Don't just say the change in the Earth's KE is insignificant--do the calculation.

Rather than mess around with curved surfaces, try this simpler problem. Start off with the Earth and the marble at rest, with the marble on the compressed spring. View things from a frame of reference in which the earth/marble is initially at rest. Release the spring. Say the marble ends up with speed v in the y direction. What's the speed of the earth? What's the total change in KE of everything?

Now redo the calculation from a frame in which the earth/marble is initially moving at some speed Ve in the y direction. Release the marble again. What's the total change in KE of everything viewed from this frame?

I hope you'll agree that this example contains the same issue--the difference between v2 and (Ve + v)2 and some supposed missing energy.

Why does every crackpot have to involve centrifugal force at some point, isn't it simpler if your marble just bounces squarely off a rubbery tree-stump or something?

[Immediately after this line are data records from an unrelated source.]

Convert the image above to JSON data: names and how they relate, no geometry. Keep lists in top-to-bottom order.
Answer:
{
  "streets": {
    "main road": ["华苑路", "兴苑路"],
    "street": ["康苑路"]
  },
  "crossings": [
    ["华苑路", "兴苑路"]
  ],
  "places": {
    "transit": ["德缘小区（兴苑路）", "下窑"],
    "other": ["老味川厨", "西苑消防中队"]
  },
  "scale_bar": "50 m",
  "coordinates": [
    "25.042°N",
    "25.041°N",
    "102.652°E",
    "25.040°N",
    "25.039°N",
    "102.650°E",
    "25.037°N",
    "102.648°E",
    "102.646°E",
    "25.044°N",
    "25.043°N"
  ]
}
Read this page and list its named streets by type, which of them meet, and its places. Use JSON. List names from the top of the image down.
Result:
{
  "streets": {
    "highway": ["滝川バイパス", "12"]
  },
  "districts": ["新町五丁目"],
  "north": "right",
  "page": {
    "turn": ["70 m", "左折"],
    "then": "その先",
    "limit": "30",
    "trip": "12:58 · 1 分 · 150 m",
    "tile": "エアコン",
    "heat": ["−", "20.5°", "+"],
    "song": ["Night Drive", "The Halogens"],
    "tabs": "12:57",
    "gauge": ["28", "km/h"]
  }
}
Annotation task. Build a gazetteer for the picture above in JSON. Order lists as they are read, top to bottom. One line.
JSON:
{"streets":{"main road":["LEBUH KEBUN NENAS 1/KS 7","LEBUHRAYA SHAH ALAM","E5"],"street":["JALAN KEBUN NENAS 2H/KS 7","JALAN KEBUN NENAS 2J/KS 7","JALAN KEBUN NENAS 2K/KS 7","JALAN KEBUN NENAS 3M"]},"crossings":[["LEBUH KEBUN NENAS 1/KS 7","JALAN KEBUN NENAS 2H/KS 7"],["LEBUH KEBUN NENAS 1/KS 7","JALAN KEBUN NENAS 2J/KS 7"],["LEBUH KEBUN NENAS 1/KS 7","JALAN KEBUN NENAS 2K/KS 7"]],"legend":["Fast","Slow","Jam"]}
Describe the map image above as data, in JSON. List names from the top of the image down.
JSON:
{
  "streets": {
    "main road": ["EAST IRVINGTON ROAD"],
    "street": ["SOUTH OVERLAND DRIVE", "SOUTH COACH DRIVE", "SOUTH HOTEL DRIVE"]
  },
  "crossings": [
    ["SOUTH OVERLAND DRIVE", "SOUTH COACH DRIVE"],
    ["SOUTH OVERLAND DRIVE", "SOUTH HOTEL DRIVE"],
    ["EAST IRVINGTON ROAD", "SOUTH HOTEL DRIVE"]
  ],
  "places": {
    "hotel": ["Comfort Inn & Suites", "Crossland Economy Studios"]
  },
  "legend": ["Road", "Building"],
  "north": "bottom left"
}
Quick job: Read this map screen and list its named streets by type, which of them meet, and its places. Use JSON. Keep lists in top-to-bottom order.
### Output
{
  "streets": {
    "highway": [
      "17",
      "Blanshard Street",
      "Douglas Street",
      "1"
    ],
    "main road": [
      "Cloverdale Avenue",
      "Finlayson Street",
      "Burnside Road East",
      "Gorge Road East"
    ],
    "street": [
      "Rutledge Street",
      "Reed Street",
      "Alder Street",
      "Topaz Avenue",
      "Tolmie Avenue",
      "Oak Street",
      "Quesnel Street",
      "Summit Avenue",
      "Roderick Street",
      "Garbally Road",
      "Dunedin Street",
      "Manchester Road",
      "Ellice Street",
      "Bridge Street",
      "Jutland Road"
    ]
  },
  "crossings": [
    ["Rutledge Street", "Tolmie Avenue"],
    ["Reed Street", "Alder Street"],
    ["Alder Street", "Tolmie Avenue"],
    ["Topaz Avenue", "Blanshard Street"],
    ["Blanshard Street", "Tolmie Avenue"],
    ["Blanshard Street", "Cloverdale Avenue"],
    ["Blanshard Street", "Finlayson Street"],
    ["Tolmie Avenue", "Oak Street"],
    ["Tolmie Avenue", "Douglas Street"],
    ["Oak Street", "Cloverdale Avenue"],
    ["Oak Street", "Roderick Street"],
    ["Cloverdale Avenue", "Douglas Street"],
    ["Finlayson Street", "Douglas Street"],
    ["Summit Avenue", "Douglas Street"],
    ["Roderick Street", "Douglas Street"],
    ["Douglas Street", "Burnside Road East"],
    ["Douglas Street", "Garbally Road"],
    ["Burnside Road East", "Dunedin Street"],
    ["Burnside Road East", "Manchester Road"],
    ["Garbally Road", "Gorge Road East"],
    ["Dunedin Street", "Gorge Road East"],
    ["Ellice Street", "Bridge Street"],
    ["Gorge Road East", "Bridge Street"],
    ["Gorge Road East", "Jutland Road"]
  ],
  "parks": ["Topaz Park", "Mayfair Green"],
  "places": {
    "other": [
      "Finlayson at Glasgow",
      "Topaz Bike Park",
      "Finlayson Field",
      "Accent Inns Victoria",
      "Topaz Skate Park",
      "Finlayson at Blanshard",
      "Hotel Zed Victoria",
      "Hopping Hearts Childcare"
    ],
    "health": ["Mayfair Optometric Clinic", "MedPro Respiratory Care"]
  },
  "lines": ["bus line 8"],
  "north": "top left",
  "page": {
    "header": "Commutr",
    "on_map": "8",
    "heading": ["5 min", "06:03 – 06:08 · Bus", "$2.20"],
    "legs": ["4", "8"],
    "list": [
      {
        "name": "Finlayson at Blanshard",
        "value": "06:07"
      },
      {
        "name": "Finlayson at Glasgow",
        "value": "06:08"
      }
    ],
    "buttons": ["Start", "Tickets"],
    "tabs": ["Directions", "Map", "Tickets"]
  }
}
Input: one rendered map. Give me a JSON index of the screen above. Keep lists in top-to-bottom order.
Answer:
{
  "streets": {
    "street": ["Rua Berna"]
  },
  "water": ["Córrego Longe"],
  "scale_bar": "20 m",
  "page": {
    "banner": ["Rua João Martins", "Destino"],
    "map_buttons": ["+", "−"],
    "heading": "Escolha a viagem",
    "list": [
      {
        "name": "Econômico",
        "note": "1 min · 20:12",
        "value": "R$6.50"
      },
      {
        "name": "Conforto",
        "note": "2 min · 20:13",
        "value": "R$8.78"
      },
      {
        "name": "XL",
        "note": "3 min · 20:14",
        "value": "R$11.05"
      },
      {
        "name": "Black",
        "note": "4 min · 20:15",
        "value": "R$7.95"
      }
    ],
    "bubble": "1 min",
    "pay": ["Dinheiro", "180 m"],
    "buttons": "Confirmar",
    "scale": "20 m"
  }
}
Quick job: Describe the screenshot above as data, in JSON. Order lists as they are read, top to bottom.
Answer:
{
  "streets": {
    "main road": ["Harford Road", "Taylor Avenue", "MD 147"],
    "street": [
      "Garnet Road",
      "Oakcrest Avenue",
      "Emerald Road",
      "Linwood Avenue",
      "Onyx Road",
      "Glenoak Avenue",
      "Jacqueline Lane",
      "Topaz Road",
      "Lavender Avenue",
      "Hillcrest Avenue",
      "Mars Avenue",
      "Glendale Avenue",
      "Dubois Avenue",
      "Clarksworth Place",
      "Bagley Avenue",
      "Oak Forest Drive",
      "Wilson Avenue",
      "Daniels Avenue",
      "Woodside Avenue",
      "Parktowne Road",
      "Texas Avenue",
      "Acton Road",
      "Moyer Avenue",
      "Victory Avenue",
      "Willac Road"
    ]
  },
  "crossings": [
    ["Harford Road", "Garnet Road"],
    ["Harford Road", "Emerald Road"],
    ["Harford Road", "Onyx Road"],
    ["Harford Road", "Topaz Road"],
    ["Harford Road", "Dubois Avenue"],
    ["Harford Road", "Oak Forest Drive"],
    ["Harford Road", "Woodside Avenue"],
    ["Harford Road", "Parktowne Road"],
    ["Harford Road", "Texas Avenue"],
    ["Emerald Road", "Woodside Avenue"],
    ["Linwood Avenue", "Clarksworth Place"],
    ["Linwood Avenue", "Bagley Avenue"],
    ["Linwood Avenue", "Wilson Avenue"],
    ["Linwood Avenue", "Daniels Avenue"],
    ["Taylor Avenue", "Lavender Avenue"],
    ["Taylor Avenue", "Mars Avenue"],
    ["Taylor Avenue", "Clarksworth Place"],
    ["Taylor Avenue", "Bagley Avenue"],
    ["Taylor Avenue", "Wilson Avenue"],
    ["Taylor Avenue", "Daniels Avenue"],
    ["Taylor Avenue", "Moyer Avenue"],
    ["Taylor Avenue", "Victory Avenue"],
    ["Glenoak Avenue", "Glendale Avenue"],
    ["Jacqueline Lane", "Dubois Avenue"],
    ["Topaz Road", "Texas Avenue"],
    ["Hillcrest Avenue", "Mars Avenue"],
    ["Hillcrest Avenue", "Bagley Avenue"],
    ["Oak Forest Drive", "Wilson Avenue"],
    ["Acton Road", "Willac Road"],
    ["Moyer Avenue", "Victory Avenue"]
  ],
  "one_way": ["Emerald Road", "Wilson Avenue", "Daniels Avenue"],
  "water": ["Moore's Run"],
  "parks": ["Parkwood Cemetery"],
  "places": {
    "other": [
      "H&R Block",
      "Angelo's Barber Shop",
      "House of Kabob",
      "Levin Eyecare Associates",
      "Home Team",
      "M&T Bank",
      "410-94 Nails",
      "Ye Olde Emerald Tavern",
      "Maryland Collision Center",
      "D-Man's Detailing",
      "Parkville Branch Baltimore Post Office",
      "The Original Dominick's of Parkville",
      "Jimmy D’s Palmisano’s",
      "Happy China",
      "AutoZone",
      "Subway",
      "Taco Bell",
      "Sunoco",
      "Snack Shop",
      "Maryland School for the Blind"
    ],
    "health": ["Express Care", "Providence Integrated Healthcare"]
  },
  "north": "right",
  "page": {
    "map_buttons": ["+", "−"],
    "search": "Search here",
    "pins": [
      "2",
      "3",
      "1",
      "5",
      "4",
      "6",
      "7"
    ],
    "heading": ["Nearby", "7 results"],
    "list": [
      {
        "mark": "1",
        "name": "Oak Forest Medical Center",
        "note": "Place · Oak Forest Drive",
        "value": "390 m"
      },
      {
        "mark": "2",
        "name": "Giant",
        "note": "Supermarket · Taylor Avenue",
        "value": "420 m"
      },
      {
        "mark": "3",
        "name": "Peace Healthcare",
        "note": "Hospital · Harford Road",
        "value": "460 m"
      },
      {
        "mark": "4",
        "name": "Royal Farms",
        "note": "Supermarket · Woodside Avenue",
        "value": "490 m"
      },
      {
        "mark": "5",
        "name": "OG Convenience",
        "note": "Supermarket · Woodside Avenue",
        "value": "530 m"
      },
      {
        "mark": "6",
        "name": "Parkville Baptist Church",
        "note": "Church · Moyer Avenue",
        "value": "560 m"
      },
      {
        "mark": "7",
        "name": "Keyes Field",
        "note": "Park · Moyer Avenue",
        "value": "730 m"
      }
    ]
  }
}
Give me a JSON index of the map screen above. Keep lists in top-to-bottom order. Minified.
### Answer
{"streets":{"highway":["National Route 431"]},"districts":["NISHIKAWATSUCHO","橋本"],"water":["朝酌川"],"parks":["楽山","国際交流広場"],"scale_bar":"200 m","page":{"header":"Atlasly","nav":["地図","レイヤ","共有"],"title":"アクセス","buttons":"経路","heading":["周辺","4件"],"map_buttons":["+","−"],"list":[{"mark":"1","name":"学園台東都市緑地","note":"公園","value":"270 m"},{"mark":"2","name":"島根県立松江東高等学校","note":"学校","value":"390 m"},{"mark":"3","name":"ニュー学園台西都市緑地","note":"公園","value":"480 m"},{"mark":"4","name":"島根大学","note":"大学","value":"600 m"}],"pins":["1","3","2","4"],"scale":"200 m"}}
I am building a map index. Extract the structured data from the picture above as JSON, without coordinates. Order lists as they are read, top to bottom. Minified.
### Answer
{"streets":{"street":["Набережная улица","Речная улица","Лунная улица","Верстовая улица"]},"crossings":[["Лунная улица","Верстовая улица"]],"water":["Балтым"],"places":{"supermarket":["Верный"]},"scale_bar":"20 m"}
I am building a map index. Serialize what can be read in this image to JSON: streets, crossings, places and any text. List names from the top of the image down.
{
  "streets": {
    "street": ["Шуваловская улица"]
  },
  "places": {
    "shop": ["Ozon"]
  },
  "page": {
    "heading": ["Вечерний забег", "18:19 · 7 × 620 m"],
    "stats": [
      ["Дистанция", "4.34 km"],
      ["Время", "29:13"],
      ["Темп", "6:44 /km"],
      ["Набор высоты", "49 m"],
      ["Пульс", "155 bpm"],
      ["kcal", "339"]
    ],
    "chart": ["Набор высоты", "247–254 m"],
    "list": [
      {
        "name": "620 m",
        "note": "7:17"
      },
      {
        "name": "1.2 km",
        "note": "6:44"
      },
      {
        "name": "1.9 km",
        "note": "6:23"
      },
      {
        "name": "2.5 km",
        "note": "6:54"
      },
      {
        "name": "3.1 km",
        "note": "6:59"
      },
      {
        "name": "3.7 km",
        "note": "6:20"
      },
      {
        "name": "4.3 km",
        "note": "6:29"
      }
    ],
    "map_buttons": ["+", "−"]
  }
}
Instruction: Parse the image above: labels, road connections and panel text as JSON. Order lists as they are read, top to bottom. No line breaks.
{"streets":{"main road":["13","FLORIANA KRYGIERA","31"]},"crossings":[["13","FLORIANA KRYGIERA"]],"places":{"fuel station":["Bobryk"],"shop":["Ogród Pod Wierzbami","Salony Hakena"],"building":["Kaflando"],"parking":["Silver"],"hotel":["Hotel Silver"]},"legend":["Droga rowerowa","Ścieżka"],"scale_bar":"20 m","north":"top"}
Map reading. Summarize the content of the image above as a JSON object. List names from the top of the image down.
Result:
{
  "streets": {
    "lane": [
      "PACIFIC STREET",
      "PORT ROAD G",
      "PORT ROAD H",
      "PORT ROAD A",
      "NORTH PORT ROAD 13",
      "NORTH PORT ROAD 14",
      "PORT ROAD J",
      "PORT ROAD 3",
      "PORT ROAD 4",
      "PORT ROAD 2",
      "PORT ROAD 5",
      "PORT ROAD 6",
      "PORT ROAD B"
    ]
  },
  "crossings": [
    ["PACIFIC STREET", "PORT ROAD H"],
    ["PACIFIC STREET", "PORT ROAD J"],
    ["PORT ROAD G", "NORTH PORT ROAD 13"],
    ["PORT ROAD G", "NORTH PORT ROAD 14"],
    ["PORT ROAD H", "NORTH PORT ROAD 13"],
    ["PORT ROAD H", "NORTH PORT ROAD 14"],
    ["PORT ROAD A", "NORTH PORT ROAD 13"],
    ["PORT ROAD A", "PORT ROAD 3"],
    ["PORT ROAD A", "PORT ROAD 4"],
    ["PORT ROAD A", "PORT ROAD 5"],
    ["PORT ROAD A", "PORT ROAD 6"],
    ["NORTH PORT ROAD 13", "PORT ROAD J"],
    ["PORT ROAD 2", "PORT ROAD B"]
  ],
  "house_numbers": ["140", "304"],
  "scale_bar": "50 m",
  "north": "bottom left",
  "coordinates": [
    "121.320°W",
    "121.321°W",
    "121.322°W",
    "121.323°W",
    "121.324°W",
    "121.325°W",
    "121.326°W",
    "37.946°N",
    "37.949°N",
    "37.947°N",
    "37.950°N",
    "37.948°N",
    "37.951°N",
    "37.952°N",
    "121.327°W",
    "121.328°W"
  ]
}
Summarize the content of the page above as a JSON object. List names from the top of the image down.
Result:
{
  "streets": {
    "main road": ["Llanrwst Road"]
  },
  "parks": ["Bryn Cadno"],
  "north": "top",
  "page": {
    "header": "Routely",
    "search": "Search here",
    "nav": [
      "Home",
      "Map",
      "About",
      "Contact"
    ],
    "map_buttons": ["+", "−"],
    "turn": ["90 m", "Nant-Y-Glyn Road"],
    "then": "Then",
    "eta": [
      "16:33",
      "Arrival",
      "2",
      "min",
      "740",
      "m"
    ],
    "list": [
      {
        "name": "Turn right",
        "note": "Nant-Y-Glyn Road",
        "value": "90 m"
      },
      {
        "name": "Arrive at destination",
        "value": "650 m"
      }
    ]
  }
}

So, in the flying saucer frame (which has velocity $-v$ relative to our centre of mass), the marble's kinetic energy goes from $\frac 1 2 m_{marble} (v-v_{marble})^2$ to $\frac 1 2 m_{marble} (v+v_{marble})^2$, which is an increase of $2 m_{marble}\ v\ v_{marble}$. But by conservation of momentum, the Earth's momentum inarguably must have decreased by a paltry $2\ m_{marble}\ v_{marble}$, and so (assuming the collision was elastic) the Earth's kinetic energy went from $\frac 1 2 M_{earth} (v+\frac{m_{marble}}{M_{earth}}v_{marble})^2$ to $\frac 1 2 M_{earth} (v-\frac{m_{marble}}{M_{earth}}v_{marble})^2$, which (I trust you will verify) gives the required decrease of $2 m_{marble}\ v\ v_{marble}$, and not zero. Now, it may be true that the change in the Earth's velocity is only a tiny fraction (specifically $\frac{m_{marble}}{M_{earth}}$) of the change in the marble's velocity, but nonetheless it cannot be neglected here; the total changes in kinetic energy are exactly in balance.

Doc Al said:
Don't just say the change in the Earth's KE is insignificant--do the calculation.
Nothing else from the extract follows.